Filter the entries, keeping every line with the word "Залізнична".

::::::

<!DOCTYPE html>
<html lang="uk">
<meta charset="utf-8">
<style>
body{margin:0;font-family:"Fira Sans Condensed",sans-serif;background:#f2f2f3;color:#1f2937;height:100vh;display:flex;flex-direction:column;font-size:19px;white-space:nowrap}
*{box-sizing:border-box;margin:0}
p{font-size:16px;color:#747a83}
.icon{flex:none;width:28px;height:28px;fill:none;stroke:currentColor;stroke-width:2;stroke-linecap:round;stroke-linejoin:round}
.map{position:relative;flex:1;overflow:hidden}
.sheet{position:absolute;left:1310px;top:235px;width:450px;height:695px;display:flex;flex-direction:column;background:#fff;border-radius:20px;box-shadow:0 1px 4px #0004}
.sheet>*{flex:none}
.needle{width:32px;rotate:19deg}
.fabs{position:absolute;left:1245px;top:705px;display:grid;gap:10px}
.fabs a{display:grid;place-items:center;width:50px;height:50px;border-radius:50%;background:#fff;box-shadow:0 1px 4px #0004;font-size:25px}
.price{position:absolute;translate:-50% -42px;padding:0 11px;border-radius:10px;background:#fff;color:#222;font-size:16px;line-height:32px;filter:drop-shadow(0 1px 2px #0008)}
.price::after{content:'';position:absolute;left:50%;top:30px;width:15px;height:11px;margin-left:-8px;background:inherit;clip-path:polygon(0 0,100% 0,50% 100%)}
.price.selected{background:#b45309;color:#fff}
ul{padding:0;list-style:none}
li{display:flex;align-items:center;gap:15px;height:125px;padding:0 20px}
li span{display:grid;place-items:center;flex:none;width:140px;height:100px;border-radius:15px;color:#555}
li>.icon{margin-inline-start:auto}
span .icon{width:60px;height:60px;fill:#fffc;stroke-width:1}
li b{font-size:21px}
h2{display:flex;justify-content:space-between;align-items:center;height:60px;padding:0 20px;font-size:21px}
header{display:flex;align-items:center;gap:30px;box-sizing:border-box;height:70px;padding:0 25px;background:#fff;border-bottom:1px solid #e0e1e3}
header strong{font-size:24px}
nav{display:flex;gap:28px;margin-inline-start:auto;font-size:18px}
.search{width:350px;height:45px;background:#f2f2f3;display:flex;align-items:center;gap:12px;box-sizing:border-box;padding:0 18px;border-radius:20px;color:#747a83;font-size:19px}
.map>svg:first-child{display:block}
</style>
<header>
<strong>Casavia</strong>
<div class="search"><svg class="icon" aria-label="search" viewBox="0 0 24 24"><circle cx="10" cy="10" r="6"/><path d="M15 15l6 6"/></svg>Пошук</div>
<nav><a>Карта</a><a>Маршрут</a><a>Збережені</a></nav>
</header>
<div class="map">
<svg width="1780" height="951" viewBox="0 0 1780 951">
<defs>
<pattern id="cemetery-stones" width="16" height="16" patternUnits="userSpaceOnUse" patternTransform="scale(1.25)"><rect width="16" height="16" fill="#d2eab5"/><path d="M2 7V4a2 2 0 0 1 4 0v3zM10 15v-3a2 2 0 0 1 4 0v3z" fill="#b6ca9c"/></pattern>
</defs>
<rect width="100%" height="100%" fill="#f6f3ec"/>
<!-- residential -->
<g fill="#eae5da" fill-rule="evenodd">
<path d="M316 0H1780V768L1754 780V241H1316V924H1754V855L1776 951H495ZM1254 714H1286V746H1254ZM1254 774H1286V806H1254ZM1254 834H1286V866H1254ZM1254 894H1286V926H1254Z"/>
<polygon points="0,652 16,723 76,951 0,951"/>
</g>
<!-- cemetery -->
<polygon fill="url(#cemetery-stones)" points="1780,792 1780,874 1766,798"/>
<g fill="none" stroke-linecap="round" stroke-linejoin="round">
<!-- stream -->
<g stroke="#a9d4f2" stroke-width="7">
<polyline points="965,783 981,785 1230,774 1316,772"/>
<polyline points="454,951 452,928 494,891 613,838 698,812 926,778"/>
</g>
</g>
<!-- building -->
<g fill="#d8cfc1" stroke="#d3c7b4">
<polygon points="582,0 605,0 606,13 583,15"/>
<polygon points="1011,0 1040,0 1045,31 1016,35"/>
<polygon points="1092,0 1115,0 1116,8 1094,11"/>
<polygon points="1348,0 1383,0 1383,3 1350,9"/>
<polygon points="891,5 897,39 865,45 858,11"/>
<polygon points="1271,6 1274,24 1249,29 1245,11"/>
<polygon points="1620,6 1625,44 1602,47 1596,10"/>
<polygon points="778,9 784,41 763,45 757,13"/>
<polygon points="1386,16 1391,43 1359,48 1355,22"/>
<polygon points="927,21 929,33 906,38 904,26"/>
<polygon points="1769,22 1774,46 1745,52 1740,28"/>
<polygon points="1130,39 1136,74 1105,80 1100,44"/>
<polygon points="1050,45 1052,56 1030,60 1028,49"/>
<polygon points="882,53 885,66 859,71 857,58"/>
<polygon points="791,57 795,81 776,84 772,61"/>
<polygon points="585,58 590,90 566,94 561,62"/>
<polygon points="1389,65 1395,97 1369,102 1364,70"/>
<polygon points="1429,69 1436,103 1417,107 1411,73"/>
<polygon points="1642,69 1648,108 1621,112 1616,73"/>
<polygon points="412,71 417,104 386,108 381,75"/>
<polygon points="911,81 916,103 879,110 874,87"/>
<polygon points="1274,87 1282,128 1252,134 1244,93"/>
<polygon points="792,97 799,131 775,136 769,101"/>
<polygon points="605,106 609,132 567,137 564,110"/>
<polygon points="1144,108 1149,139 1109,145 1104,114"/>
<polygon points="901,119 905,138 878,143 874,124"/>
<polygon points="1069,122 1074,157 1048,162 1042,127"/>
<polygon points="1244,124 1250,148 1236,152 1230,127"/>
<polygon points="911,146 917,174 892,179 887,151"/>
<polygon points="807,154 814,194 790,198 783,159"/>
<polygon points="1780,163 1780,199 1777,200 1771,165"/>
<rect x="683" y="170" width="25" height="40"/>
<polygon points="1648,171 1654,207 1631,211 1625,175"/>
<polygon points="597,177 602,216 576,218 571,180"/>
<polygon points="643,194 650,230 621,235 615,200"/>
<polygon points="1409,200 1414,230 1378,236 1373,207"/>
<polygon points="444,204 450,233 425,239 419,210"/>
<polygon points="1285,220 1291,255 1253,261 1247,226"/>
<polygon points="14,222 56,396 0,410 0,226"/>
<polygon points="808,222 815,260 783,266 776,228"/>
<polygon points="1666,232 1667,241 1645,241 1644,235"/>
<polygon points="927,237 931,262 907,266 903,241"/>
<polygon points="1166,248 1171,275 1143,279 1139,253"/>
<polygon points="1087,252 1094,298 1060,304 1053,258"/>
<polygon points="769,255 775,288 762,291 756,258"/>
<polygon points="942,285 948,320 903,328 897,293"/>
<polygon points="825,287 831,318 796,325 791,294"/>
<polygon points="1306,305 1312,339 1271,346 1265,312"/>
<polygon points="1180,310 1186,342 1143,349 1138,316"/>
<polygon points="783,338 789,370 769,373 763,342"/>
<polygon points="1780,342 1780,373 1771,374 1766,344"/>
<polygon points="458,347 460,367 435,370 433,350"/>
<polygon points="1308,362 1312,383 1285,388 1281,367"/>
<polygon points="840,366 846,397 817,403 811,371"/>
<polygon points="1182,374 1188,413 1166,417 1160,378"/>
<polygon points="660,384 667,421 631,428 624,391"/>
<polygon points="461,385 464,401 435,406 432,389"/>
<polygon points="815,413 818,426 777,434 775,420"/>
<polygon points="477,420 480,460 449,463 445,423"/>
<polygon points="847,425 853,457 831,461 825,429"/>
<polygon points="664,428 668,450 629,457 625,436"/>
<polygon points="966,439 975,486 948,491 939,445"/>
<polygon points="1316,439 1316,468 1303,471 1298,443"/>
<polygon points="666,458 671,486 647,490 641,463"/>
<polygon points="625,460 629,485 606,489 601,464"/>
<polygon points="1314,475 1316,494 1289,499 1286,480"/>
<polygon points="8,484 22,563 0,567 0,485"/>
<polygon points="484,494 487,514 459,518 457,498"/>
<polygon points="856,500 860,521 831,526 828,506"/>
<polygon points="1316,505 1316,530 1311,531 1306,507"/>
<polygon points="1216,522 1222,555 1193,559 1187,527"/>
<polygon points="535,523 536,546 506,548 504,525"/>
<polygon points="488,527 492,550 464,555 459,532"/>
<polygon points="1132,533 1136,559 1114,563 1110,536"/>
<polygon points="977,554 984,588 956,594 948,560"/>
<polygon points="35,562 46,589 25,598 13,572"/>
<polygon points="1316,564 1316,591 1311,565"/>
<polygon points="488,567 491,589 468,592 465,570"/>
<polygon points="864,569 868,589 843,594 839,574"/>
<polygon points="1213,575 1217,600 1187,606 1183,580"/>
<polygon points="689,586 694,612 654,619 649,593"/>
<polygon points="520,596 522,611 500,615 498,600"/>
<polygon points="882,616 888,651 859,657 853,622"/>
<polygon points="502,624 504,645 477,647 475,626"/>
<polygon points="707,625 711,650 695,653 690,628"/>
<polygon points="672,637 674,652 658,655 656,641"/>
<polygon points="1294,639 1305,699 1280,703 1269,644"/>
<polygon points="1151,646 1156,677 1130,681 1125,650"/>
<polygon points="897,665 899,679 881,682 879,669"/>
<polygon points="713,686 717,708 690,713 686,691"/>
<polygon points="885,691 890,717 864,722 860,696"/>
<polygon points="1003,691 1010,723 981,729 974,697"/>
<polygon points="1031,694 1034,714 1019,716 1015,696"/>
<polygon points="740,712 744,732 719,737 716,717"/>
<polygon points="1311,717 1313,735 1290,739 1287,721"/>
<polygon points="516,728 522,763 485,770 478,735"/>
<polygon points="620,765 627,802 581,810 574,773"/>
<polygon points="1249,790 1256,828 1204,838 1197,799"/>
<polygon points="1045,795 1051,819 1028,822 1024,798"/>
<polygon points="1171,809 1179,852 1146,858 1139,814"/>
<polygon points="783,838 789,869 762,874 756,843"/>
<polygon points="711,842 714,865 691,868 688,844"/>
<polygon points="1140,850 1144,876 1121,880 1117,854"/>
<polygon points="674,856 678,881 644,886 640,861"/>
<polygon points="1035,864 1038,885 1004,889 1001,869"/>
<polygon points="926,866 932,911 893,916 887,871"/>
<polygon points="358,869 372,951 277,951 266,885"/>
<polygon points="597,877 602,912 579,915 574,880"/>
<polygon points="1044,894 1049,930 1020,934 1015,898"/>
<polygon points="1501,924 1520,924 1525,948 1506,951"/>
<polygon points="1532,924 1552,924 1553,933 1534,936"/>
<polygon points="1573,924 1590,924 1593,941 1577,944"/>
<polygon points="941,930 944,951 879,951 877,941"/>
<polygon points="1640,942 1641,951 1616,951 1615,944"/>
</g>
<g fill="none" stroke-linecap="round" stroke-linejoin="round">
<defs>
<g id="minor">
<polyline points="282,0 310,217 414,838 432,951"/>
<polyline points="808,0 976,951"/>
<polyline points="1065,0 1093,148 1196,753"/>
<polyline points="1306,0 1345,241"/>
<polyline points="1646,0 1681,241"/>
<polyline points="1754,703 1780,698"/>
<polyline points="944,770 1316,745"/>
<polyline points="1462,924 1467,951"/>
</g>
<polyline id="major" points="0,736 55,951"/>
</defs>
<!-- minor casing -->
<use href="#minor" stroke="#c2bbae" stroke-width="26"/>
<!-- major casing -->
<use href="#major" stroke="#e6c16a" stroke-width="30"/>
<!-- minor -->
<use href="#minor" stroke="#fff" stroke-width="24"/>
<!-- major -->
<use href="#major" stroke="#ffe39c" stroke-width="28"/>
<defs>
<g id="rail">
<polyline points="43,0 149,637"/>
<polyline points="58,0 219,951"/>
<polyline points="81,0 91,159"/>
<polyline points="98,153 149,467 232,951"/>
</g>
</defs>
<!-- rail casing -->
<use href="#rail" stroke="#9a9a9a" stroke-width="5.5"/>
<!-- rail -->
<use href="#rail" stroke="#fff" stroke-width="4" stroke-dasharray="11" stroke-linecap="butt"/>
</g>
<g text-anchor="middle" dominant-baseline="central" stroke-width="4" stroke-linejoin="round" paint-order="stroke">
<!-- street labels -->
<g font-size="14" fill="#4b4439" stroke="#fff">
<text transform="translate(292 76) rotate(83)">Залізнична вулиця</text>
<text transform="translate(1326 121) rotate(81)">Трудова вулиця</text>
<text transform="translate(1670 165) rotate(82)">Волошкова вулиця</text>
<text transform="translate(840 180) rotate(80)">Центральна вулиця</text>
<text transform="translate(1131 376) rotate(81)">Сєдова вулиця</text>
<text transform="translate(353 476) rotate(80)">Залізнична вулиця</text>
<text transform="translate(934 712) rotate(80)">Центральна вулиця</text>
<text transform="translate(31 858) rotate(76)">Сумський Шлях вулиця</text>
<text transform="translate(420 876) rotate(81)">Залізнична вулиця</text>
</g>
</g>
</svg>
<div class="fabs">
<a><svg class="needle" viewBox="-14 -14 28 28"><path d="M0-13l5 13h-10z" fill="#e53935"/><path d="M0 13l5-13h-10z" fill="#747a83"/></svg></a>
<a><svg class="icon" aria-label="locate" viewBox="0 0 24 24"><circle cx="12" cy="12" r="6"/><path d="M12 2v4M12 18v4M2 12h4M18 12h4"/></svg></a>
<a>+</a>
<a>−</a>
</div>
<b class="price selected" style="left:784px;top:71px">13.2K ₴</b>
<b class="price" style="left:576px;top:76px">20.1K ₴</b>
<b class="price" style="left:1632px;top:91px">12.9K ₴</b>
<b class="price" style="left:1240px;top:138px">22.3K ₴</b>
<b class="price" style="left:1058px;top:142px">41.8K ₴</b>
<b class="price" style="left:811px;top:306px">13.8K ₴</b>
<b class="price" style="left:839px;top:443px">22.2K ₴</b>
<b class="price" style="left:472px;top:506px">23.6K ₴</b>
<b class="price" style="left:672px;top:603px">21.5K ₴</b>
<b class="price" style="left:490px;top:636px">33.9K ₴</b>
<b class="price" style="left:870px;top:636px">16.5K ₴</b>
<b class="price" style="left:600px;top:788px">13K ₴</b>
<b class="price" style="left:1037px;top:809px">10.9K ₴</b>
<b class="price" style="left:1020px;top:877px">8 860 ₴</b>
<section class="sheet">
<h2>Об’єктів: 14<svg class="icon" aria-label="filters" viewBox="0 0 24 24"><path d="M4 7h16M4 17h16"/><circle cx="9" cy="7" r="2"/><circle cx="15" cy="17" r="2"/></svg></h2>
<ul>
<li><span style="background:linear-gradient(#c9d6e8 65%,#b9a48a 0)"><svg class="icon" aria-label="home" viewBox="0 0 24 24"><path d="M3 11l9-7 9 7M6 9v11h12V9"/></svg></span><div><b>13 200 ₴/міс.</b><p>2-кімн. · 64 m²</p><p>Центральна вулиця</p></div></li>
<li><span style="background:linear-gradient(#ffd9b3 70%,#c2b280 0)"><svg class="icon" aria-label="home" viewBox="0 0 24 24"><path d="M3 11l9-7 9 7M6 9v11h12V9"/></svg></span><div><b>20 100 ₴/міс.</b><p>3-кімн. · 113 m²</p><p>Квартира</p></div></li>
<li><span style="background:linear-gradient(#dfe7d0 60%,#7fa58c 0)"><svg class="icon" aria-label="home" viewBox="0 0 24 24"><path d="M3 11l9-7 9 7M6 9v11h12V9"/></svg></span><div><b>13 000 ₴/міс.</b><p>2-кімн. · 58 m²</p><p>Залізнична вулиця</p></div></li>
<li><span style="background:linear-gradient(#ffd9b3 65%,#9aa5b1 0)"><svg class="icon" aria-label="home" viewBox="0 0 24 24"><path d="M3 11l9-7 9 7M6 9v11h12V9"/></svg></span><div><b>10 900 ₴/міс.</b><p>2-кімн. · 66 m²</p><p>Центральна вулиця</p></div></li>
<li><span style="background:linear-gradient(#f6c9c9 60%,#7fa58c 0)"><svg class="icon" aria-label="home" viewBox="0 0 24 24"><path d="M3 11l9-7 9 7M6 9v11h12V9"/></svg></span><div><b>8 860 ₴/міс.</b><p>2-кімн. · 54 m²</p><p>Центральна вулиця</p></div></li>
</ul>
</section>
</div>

::::::

* _Answer section_
<text transform="translate(292 76) rotate(83)">Залізнична вулиця</text>
<text transform="translate(353 476) rotate(80)">Залізнична вулиця</text>
<text transform="translate(420 876) rotate(81)">Залізнична вулиця</text>
<li><span style="background:linear-gradient(#dfe7d0 60%,#7fa58c 0)"><svg class="icon" aria-label="home" viewBox="0 0 24 24"><path d="M3 11l9-7 9 7M6 9v11h12V9"/></svg></span><div><b>13 000 ₴/міс.</b><p>2-кімн. · 58 m²</p><p>Залізнична вулиця</p></div></li>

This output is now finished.